Up to 4,000 people will soon be able to take advantage of training courses to become HGV drivers, as part of a package of measures announced by the government to ease temporary supply chain pressures in food haulage industries.
The Department for Education is investing up to £10 million to create new skills bootcamps to train up to 3,000 more people to become HGV drivers.
The free, short, intensive courses will train drivers to be road ready and gain a category C or category C&E licence, helping to tackle the current HGV driver shortage. An additional 1,000 people are expected to be trained through courses accessed locally and funded by the government’s adult education budget.

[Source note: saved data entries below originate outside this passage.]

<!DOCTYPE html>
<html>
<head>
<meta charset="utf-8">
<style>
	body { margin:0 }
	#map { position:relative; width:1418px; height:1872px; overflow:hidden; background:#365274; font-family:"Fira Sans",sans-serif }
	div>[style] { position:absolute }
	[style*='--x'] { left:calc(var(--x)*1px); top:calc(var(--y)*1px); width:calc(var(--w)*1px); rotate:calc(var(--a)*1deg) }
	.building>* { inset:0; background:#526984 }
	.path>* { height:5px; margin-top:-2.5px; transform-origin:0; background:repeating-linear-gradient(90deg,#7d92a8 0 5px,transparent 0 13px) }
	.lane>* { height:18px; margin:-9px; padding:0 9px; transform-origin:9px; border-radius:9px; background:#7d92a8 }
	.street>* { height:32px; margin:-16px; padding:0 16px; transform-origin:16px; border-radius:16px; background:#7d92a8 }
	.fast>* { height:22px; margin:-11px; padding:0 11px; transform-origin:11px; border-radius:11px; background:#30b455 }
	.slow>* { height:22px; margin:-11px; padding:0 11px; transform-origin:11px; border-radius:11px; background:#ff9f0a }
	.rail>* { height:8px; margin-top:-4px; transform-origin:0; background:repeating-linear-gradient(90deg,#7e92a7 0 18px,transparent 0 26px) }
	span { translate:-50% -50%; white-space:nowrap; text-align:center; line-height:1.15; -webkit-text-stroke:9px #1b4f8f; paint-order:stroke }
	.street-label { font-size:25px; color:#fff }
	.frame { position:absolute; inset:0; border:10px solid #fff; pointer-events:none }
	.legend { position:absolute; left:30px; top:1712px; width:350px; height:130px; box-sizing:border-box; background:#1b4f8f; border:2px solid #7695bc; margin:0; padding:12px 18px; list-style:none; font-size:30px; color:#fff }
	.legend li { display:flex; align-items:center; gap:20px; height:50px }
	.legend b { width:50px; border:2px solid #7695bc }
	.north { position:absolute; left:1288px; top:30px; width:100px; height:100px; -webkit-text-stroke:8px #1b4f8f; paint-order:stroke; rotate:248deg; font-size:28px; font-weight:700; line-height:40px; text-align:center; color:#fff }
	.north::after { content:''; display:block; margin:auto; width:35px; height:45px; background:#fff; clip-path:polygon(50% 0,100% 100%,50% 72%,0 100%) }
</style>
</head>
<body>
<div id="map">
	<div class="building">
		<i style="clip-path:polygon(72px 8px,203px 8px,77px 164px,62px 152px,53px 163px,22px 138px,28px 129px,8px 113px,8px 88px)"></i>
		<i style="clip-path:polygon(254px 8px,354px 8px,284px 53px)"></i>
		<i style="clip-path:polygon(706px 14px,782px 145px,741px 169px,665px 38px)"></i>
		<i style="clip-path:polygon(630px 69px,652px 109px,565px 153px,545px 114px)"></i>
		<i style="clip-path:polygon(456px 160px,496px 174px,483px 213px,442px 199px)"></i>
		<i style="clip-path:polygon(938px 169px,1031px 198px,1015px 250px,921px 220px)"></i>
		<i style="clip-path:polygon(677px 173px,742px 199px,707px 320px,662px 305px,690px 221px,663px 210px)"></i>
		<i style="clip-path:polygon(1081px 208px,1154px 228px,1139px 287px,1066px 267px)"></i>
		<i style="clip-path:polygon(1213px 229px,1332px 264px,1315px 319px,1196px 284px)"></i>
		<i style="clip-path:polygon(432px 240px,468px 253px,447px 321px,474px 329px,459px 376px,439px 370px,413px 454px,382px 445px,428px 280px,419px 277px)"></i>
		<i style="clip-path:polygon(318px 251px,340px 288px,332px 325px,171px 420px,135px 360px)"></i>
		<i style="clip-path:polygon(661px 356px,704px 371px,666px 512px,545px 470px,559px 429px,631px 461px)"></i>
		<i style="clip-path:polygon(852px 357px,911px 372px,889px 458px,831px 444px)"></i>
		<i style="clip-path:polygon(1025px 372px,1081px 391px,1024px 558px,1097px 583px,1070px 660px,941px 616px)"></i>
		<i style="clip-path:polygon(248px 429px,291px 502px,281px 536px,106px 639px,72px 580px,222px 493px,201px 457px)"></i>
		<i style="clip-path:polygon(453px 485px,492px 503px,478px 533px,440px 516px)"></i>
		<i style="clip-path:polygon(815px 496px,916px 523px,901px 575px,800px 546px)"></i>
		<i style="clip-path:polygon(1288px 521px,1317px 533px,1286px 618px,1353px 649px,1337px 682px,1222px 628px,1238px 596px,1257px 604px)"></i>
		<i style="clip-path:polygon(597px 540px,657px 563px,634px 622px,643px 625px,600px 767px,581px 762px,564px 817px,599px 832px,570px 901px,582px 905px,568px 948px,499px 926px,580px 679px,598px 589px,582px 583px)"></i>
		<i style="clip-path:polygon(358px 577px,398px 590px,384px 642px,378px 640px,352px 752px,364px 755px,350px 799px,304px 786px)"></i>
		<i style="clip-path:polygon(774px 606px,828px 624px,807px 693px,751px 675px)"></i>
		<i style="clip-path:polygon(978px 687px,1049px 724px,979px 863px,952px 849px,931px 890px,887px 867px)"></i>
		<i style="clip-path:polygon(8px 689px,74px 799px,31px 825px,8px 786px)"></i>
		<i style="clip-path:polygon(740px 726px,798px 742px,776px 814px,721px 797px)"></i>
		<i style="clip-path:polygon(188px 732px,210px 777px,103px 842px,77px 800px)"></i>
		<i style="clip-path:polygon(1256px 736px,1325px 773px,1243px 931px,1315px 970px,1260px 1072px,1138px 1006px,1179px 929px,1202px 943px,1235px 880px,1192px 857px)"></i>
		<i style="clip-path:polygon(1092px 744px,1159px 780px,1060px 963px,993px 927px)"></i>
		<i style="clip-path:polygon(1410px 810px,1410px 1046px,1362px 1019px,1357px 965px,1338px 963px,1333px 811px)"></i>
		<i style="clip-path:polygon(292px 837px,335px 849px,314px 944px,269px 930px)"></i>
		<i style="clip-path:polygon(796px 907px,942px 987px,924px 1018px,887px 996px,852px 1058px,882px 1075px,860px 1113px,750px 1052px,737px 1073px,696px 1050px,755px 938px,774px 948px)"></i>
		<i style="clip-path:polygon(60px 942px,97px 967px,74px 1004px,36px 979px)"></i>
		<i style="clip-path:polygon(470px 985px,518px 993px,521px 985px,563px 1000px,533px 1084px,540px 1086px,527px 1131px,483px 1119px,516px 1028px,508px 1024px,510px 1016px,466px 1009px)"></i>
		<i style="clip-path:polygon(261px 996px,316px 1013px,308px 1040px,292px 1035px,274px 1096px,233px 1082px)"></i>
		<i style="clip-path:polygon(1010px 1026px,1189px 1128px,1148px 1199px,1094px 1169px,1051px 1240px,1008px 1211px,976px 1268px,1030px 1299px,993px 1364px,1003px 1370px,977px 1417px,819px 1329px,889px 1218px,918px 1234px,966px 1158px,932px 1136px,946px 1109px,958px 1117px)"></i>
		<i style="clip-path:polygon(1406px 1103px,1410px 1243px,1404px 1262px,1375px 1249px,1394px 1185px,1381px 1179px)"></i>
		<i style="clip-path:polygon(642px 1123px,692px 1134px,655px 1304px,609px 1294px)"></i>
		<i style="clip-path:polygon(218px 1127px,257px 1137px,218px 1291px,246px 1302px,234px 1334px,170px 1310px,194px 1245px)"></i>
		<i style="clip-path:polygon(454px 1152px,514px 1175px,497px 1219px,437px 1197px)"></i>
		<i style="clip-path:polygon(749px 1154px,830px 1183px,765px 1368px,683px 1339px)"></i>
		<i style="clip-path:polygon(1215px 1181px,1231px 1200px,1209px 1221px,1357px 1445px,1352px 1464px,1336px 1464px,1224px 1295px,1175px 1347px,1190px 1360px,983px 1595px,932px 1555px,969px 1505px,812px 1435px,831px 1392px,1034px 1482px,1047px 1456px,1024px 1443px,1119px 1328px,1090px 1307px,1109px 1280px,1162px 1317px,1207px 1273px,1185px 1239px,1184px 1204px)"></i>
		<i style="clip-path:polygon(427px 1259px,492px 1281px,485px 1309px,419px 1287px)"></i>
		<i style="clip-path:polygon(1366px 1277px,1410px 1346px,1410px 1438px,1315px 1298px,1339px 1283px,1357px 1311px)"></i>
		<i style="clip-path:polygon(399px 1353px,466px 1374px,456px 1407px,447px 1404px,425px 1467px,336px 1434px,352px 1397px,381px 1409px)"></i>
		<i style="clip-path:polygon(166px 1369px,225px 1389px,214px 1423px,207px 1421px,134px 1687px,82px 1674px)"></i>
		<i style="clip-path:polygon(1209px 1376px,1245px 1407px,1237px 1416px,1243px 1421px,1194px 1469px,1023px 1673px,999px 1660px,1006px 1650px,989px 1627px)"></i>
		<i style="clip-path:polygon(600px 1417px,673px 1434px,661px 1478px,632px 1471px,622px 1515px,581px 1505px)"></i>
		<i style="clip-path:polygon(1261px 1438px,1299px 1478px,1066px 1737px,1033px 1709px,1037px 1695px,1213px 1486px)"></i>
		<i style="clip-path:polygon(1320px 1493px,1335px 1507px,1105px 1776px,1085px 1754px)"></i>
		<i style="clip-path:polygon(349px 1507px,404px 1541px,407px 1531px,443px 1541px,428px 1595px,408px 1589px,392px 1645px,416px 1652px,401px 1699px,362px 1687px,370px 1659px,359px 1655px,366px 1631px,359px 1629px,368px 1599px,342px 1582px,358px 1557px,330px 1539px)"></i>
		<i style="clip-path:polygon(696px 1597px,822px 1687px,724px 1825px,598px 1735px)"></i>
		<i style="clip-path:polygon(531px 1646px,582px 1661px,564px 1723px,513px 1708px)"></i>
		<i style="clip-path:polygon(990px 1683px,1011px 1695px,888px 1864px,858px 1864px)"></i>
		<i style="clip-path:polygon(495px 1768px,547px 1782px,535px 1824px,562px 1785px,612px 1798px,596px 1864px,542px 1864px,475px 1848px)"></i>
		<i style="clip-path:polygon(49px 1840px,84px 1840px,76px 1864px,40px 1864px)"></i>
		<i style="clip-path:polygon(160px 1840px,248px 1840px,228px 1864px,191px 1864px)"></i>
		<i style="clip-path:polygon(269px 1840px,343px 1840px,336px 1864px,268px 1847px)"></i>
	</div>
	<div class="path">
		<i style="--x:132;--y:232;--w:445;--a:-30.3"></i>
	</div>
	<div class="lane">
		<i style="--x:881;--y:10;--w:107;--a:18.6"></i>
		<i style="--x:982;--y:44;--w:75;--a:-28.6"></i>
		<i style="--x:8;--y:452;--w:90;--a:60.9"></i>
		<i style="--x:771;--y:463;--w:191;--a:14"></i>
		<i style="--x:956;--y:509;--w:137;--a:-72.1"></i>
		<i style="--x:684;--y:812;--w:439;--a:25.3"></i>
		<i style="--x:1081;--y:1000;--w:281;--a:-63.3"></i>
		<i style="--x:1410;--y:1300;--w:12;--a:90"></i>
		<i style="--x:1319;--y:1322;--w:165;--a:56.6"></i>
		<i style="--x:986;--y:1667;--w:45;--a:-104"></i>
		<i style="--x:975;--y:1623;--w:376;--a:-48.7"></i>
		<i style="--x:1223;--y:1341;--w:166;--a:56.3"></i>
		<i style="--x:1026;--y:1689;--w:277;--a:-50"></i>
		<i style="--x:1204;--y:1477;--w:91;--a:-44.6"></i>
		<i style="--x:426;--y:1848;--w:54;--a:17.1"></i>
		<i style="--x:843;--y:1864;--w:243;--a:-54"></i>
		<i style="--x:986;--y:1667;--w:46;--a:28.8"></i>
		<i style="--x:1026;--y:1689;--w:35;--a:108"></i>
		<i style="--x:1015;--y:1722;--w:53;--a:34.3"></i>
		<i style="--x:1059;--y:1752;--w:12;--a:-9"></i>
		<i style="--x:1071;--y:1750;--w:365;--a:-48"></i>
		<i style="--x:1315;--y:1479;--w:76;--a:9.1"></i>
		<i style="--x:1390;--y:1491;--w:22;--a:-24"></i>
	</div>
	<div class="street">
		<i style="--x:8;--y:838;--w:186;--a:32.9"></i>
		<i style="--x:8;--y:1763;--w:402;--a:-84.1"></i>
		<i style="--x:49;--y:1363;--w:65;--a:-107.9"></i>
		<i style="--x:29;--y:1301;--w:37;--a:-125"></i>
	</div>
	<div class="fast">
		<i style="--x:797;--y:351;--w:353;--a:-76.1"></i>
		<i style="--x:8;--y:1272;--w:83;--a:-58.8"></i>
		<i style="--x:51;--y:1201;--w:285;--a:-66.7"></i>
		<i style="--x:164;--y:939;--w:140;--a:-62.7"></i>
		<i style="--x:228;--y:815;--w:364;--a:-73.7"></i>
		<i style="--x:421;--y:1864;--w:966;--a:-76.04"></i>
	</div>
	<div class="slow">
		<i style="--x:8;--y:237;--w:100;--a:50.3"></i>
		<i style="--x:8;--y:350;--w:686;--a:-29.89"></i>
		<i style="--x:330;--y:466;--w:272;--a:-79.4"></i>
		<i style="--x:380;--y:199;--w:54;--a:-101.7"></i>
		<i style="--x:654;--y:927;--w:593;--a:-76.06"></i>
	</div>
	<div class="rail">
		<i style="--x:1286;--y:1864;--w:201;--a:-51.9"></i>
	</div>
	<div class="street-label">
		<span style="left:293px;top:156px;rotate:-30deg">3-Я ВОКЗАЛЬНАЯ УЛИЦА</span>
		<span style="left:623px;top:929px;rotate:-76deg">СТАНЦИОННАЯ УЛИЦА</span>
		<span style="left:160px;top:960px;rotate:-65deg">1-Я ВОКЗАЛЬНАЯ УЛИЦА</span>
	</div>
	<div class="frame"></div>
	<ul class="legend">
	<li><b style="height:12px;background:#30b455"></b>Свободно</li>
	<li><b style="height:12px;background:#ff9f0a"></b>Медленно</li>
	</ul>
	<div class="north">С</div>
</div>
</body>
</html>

Fuel tanker drivers need additional safety qualifications, which the government will work with industry to ensure drivers can access as quickly as possible. To help make sure new drivers can be road ready as quickly as possible, the Department for Transport have also agreed to work with Driver and Vehicles Standards Agency to ensure that tests will be available for participants who have completed training courses as soon as possible.
The Ministry of Defence (MOD) is also announcing the immediate deployment of their Defence Driving Examiners to increase the country’s testing capacity. MOD examiners will work alongside DVSA examiners, providing thousands of extra tests over the next 12 weeks.
The package comes as the DfT, along with leading logistics organisations have worked with the DVLA to send nearly 1 million letters to thank HGV drivers for their vital role supporting our economy, and to encourage those who have left the industry to return.
The letter, which will arrive on doormats over the coming days, sets out that the steps the road haulage sector is taking to improve the industry, including increased wages, flexible working and fixed hours.
Alongside this, 5,000 HGV drivers will be able to come to the UK for 3 months in the run-up to Christmas, providing short-term relief for the haulage industry.
A further 5,500 visas for poultry workers will also be made available for the same short period, to avoid any potential further pressures on the food industry.